Published 2026-05-17 · 18 min read · By Nikolay Sapunov, CEO at Fora Soft

Why this matters

If you build a streaming product, your engineering team will spend more time tuning block-partition settings than tuning any other encoder knob, because the partition decision determines both the bitrate of your output and the wall-clock time of your encode. Cloud transcoding bills, live-streaming latency budgets, and quality-vs-cost curves all bottom out on what the encoder decides about block size. A product manager who understands "the encoder is searching through trees of rectangles" can read a vendor benchmark, ask the right questions about preset choices, and not be surprised when a faster preset costs 25% more bitrate.
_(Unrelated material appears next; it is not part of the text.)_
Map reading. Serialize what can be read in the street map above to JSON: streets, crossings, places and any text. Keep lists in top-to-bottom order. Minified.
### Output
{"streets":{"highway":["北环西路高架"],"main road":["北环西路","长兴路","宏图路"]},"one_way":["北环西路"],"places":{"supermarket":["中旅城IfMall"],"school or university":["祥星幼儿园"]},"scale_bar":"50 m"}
A founder who can sit in a codec-roadmap meeting and challenge "why do we still use 16×16 blocks in 2026" can save the company months of needless legacy work.
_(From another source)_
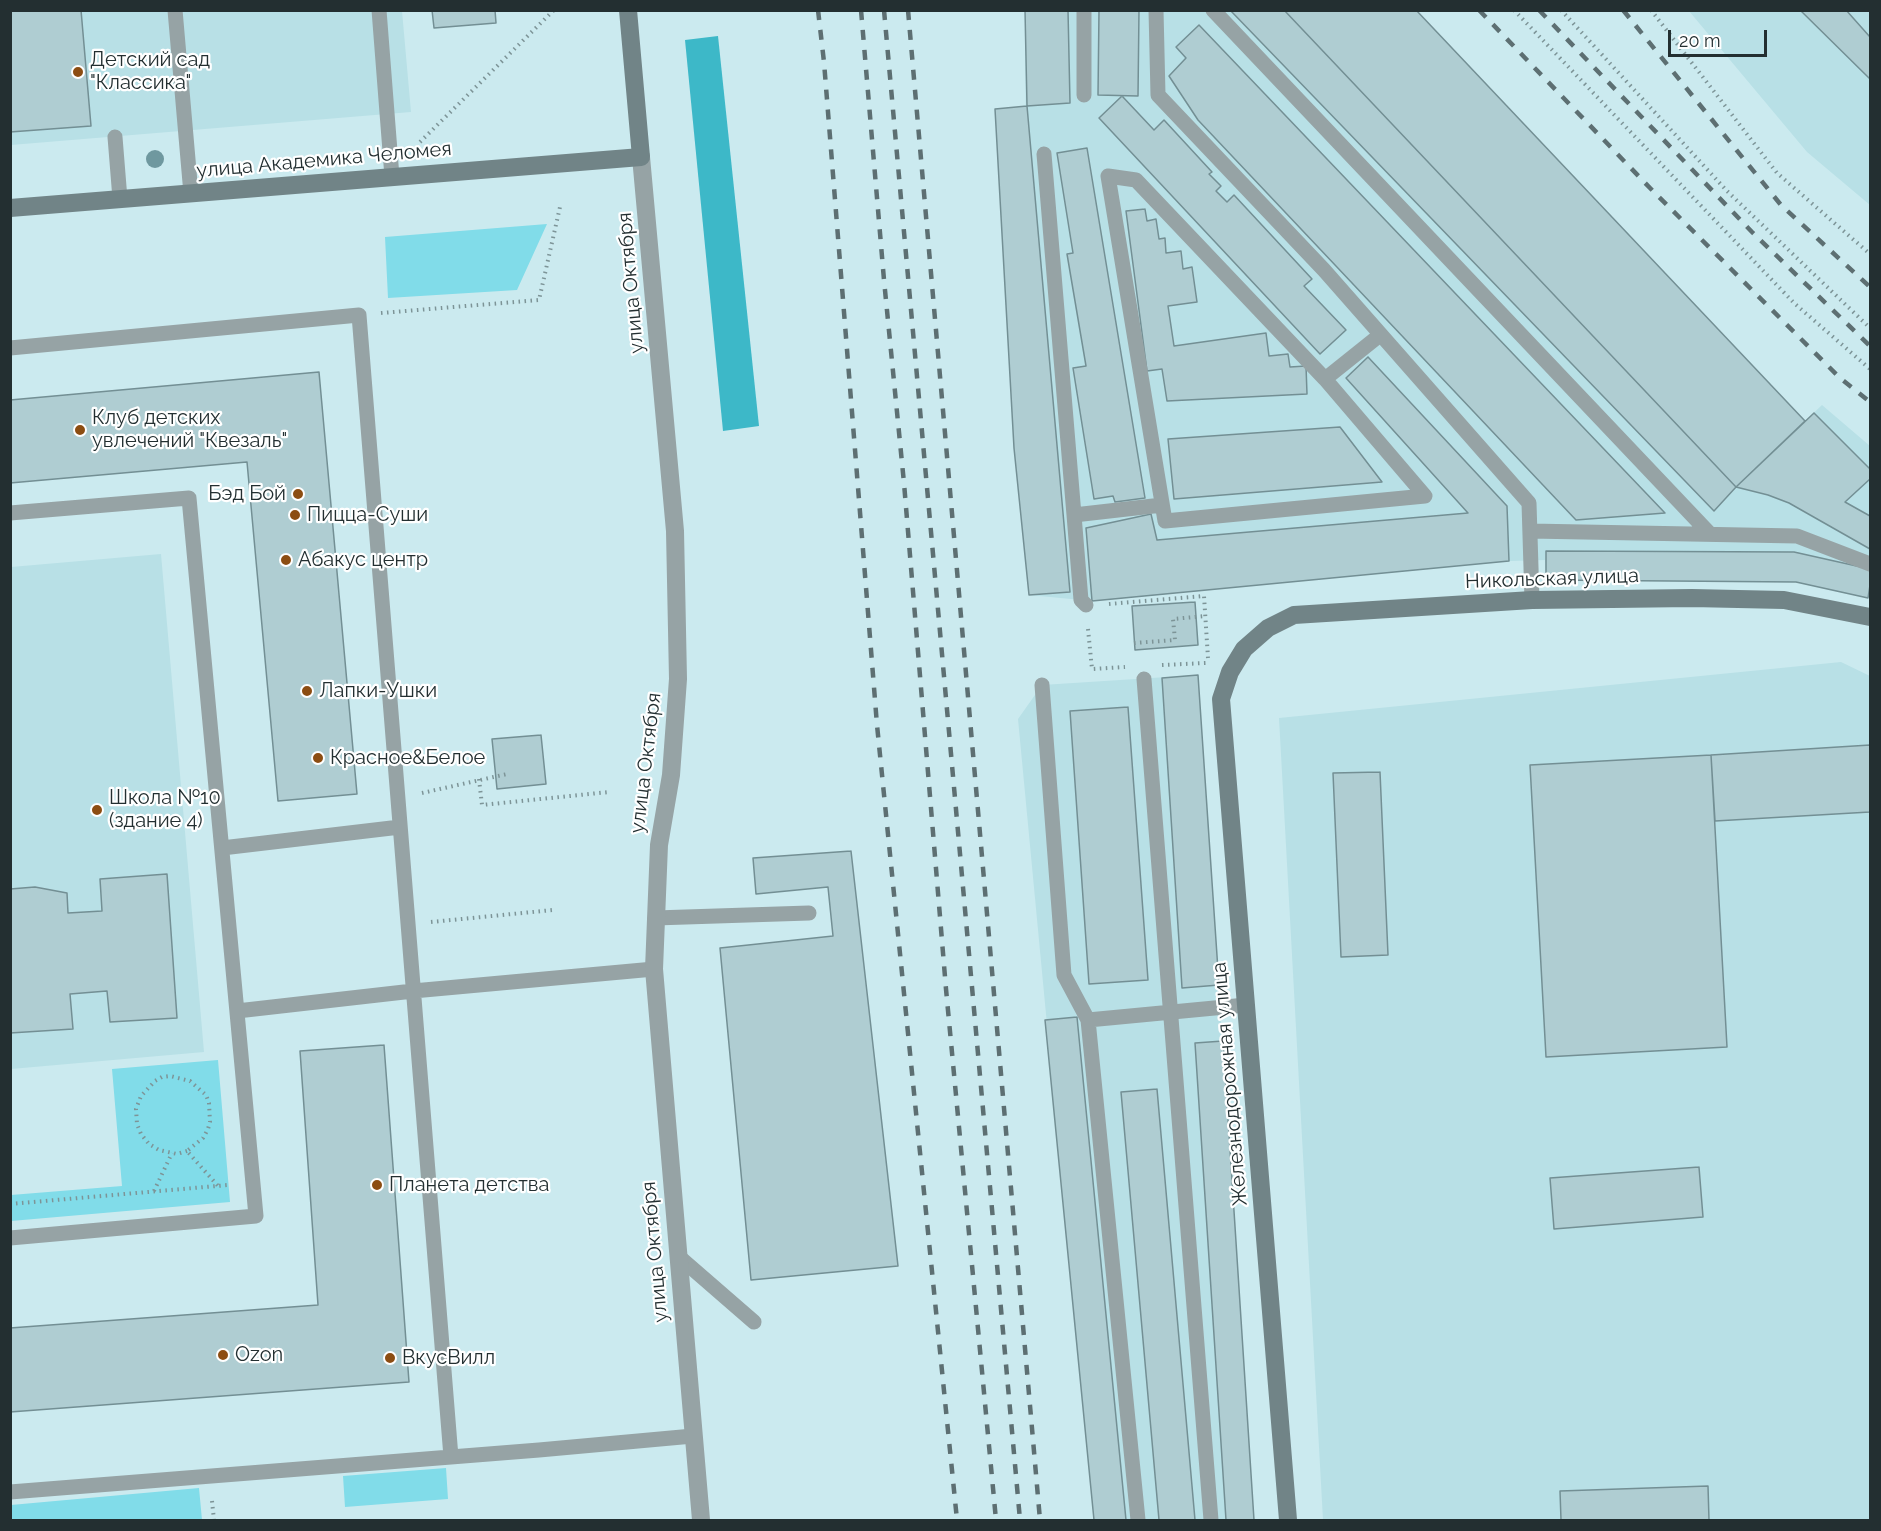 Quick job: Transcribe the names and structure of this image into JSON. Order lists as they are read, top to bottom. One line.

A frame is a grid of rectangles

To compress a frame, every modern codec begins with the same mechanical act: it lays a grid over the image and treats each cell as an independent unit of work. The cell is the smallest piece of pixels the encoder will reason about as a whole. Inside one cell the encoder makes one prediction (from neighbours or an earlier frame), computes one residual (the leftover error after the prediction), and writes one compact description into the bitstream.

Think of it like tiling a wall with mosaic squares. If the wall has a plain blue patch, one big tile is enough. If the wall has a face in it, you need small tiles around the eyes and mouth and large tiles for the smooth cheeks. The block partition decision is the encoder choosing tile sizes on the fly, one frame at a time, to spend the fewest bits on the boring areas and the most bits on the busy areas.

The rectangle the encoder starts from has a different name in each codec family. In H.264 / AVC it is called a macroblock, abbreviated MB, fixed at 16×16 luma pixels. In H.265 / HEVC and H.266 / VVC it is the coding tree unit, abbreviated CTU, sized 64×64 in HEVC and 128×128 in VVC. In VP9 and AV1 it is the superblock, abbreviated SB, sized 64×64 in VP9 and 128×128 in AV1. The names look different and history made them so, but the role is identical: this is the biggest rectangle the encoder will ever treat as a single decision.

Diagram showing a 1080p frame overlaid with four different block grids stacked vertically. Top row labelled H.264 has small 16x16 macroblocks. Second row labelled HEVC has medium 64x64 CTUs. Third row labelled AV1 has large 128x128 superblocks. Fourth row labelled VVC has 128x128 CTUs with one example block partitioned with mixed splits. Labels indicate the largest unit per codec. Figure 1. The largest top-level rectangle each codec generation lays over a frame. The bigger the starting block, the more freedom the encoder has to spend bits efficiently inside it.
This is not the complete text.